# What is needed:
Pull from the data below each line where the word "Sakyatan" occurs, and copy it.

Stored data entries
*** Begin section ***

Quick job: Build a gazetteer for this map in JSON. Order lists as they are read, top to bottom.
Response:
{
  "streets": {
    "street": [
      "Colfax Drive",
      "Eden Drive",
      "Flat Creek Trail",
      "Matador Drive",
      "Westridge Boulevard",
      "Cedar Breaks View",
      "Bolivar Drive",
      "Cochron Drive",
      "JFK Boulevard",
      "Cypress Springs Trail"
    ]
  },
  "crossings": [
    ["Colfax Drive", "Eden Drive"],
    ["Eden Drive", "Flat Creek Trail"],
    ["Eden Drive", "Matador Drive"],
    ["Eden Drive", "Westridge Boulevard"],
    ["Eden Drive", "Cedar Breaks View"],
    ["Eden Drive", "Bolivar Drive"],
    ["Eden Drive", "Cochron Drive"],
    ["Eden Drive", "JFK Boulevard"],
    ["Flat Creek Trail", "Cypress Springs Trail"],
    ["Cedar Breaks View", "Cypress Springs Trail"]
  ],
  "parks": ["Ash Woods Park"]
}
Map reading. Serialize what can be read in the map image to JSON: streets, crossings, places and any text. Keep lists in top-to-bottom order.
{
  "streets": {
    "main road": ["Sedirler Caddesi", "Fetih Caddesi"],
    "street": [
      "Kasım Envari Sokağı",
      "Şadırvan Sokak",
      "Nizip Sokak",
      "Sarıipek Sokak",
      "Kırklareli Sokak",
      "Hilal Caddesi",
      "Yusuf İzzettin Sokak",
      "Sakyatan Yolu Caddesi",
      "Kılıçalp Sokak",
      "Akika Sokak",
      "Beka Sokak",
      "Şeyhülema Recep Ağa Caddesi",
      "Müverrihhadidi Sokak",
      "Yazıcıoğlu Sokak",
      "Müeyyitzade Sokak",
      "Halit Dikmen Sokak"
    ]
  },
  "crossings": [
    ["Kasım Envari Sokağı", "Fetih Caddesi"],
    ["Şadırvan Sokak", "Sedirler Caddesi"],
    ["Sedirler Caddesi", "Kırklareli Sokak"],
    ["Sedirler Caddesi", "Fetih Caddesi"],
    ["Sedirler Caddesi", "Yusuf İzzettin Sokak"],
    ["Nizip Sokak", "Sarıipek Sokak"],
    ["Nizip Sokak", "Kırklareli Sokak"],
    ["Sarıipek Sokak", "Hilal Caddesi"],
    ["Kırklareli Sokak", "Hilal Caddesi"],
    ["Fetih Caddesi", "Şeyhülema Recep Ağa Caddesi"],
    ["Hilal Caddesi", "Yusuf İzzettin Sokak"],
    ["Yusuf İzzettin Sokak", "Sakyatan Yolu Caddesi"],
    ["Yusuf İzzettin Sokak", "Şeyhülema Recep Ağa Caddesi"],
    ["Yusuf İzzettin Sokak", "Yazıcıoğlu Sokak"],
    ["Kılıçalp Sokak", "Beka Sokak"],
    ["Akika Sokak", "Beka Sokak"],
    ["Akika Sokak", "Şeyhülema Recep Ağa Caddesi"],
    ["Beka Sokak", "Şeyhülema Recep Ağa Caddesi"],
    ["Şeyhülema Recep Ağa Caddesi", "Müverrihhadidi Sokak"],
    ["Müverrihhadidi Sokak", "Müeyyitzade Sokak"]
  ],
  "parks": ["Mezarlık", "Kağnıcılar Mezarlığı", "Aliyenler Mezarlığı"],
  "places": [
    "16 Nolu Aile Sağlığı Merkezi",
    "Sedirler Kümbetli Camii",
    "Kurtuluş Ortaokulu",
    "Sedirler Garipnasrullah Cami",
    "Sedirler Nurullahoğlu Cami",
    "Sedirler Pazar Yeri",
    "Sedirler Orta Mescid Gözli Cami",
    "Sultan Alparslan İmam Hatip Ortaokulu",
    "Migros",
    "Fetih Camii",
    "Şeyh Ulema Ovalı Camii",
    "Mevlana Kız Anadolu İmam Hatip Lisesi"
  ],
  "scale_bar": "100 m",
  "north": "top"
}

*** End section ***

# Response for this exercise:
      "Sakyatan Yolu Caddesi",
    ["Yusuf İzzettin Sokak", "Sakyatan Yolu Caddesi"],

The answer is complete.